Just out of curiosity: Why is the effect so substantial? I thought that the transformed parameters block runs only once and and all these logs are only transformations I’d assume.

  for (nn in 1:N){
    for (t in 1:T){
      for (i in 1:K){
        A[nn, t, i] = softmax(to_vector(exp(z_var[startstop[nn, 1] + t - 1] * lambda_prime[i])));
      }
    }
  }

Oh okay cool. First reason for looking here I guess is all the exps probably make the numerics really finicky if you’re not near the solution (and hence might make warmup slow).

This bit of code also appeared to be what was different between the probit and non-probit version. If the difference is in how we do link functions, it’s my understanding that that stuff is pretty arbitrary and is mostly driven by ease/convention, so the thought was maybe we could maybe just try something different for fun?

1 Like

I see. I ended up going through the derivation and both are identical for that matter so I’d figure that’s also why it works. Are there any other efficiency gains to be had here?

Well that’s a better way to do it lol.

Transformed parameters gets run every leapfrog step.

Maybe :D?

Nah I kid I kid, lemme not be sarcastic and answer your question.

Loops in Stan are fast, so I don’t suspect that.

I think the only practical way you’d make your code faster is if you see ways to reorder things to reduce computation.

Lotta that stuff would be guess and check though. There’s an approx_phi or something like that in the manual to approximate a normal CDF I think. But it’s not clear if that’s the most costly thing in probit code.
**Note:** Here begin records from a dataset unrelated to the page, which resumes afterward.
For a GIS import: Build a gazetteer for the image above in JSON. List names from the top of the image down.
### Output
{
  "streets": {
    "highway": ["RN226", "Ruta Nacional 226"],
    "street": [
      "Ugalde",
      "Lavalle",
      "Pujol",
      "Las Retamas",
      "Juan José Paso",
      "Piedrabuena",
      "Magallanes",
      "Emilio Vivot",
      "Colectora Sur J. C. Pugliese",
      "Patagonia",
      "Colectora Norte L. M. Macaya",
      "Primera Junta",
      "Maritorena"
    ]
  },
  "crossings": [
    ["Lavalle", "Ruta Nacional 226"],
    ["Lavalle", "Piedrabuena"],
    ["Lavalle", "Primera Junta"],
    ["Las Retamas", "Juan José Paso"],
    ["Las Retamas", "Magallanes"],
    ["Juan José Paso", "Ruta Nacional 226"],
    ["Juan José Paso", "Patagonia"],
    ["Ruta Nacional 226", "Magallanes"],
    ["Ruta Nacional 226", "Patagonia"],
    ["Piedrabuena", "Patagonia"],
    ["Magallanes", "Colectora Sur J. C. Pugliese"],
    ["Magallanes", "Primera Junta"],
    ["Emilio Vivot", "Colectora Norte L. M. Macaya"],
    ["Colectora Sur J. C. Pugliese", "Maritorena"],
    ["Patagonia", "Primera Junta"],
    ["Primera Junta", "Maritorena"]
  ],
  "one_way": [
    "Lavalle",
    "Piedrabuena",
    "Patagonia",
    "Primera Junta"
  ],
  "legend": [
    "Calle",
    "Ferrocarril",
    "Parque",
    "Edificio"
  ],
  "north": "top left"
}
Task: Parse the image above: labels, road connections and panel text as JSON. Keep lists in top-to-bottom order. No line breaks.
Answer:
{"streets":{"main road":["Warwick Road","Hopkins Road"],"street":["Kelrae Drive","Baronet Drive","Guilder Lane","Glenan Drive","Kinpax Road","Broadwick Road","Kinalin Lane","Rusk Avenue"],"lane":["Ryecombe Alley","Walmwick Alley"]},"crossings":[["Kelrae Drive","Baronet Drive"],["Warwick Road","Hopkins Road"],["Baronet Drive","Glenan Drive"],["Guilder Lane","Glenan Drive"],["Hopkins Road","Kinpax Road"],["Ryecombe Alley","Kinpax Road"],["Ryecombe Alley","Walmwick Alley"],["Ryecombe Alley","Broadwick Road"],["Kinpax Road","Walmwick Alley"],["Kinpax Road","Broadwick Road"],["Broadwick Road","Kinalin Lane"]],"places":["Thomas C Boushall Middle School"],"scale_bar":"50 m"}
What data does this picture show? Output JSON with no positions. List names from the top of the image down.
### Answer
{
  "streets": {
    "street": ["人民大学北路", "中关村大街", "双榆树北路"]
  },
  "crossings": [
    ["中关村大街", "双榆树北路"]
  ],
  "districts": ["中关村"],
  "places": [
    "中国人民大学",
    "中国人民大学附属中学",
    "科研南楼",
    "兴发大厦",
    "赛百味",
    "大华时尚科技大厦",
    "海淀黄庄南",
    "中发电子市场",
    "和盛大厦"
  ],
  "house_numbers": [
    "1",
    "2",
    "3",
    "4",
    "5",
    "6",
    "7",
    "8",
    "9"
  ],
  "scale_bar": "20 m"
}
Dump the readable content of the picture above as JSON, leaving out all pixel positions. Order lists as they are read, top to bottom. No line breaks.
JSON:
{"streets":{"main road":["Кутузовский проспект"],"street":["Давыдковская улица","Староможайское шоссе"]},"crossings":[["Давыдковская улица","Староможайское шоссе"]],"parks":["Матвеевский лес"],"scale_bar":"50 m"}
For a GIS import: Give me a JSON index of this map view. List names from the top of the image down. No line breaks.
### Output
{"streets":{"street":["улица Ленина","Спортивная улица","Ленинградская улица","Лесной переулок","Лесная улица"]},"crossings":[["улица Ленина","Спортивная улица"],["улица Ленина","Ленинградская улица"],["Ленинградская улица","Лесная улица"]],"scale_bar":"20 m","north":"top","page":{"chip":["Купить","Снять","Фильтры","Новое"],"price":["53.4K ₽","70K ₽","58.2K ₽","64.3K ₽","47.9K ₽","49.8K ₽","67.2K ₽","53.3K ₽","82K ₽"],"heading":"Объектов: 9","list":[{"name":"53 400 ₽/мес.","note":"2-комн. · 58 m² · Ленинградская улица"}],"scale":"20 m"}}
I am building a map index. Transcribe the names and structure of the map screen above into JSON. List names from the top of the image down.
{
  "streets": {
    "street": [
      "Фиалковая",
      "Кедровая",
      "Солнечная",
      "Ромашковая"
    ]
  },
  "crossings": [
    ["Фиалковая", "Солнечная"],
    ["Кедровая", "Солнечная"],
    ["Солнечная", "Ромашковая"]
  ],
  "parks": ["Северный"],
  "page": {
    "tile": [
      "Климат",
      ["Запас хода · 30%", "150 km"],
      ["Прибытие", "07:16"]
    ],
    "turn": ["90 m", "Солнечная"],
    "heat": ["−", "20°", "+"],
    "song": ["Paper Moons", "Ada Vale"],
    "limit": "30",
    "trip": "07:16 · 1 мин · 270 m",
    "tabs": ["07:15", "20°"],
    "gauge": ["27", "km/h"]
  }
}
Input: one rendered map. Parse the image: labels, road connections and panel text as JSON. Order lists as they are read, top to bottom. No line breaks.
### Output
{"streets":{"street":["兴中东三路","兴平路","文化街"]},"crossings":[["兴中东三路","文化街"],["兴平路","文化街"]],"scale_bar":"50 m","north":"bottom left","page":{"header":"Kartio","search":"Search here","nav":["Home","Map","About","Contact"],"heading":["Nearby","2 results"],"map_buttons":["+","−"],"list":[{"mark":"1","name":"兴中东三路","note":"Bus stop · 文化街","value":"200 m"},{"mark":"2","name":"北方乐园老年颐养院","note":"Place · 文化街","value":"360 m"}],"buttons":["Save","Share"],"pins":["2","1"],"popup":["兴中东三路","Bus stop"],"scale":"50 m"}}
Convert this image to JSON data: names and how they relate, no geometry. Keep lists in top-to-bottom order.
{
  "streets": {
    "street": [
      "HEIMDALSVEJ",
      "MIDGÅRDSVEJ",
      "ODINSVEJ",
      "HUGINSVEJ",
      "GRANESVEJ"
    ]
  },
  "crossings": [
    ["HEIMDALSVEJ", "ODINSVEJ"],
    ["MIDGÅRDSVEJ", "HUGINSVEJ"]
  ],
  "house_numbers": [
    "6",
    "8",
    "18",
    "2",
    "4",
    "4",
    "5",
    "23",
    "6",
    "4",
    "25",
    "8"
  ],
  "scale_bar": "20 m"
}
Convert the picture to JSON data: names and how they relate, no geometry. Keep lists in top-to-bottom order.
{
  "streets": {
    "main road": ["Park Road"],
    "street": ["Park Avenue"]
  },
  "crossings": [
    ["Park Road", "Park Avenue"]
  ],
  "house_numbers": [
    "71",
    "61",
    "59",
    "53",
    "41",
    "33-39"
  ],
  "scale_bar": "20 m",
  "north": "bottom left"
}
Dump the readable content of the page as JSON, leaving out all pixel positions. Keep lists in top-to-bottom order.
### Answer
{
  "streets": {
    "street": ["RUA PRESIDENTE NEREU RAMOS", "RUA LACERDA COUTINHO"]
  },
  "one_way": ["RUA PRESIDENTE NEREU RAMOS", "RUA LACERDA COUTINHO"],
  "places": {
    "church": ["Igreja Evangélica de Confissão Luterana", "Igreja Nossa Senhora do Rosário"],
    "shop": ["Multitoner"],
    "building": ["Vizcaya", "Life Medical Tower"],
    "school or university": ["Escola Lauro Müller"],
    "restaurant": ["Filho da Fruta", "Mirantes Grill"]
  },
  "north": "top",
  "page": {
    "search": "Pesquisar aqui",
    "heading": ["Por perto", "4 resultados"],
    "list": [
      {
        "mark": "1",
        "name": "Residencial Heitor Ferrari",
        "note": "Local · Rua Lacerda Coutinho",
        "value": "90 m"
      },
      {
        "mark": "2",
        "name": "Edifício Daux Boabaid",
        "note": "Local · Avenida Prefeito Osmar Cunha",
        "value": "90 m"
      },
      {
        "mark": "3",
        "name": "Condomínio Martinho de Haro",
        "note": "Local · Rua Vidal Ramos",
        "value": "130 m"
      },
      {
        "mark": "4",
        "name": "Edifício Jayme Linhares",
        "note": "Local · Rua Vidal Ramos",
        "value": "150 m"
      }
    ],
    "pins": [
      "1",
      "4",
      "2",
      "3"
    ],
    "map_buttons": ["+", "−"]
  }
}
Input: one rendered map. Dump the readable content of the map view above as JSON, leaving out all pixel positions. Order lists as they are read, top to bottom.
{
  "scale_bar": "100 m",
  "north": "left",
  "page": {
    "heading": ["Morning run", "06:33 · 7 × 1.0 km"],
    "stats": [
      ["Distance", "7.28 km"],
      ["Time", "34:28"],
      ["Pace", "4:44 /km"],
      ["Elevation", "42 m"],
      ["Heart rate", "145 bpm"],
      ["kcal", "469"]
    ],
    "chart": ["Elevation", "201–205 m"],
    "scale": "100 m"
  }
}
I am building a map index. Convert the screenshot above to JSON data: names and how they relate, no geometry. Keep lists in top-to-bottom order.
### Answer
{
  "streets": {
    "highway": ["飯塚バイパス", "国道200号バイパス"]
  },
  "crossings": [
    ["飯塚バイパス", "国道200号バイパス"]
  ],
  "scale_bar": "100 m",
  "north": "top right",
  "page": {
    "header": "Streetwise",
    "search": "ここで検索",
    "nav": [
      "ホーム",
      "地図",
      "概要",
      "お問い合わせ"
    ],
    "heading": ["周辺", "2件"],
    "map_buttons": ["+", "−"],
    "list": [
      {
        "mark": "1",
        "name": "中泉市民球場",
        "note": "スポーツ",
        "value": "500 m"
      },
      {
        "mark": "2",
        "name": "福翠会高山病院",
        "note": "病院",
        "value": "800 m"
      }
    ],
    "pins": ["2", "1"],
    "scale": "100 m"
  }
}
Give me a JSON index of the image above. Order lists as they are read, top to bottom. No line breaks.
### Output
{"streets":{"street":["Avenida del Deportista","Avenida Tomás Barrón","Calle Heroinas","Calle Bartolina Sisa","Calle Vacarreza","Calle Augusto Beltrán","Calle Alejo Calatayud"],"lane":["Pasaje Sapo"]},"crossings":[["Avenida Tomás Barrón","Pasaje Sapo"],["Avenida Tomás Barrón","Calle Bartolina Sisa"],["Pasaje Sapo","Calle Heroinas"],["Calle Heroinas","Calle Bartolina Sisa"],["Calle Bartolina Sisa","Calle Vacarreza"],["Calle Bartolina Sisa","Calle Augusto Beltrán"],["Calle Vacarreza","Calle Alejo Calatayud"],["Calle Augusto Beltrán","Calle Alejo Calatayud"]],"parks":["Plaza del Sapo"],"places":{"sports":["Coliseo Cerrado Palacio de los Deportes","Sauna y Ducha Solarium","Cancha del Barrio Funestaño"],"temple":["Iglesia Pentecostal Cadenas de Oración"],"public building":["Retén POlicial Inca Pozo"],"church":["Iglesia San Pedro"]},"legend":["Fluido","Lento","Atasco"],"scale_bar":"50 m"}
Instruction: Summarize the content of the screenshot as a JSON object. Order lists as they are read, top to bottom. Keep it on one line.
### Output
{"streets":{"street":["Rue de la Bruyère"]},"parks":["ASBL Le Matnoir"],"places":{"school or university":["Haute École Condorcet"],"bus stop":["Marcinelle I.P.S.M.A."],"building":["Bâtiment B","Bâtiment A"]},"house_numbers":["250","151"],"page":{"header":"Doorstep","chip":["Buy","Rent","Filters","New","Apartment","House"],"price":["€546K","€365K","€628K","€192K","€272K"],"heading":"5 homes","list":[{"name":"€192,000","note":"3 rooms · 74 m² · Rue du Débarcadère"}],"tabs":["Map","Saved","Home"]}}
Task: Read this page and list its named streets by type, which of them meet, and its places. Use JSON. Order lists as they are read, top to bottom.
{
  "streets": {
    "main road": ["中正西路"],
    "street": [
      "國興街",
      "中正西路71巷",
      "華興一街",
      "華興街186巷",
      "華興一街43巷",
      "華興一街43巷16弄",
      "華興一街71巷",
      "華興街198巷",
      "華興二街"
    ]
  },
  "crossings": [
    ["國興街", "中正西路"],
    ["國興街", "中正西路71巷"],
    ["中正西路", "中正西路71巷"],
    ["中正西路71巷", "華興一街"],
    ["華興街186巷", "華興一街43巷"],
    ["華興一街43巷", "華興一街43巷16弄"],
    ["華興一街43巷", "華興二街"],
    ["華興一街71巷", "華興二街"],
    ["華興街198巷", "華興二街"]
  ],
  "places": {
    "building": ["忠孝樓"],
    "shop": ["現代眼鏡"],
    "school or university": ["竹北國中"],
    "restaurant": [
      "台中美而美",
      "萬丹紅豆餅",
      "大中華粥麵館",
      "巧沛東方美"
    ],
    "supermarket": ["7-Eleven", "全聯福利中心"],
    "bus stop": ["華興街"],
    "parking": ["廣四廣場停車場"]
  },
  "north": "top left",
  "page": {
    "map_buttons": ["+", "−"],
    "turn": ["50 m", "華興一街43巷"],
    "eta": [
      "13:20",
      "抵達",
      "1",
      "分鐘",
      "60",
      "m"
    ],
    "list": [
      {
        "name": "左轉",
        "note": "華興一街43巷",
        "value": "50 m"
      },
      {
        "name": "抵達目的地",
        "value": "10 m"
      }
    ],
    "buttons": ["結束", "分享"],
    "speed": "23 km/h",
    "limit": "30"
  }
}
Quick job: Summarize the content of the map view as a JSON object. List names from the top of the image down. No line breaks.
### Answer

I will try that at some point. I am just happy that this implementation takes about 2 minutes per chain rather than the previous six… Good enough for now. Again thanks! My laptop will be thankful as well going forward.

Current:
Chain 2: Elapsed Time: 77.3039 seconds (Warm-up)
Chain 2: 43.4298 seconds (Sampling)
Chain 2: 120.734 seconds (Total)

Previously:
Chain 2: Elapsed Time: 188.119 seconds (Warm-up)
Chain 2: 161.055 seconds (Sampling)
Chain 2: 349.174 seconds (Total)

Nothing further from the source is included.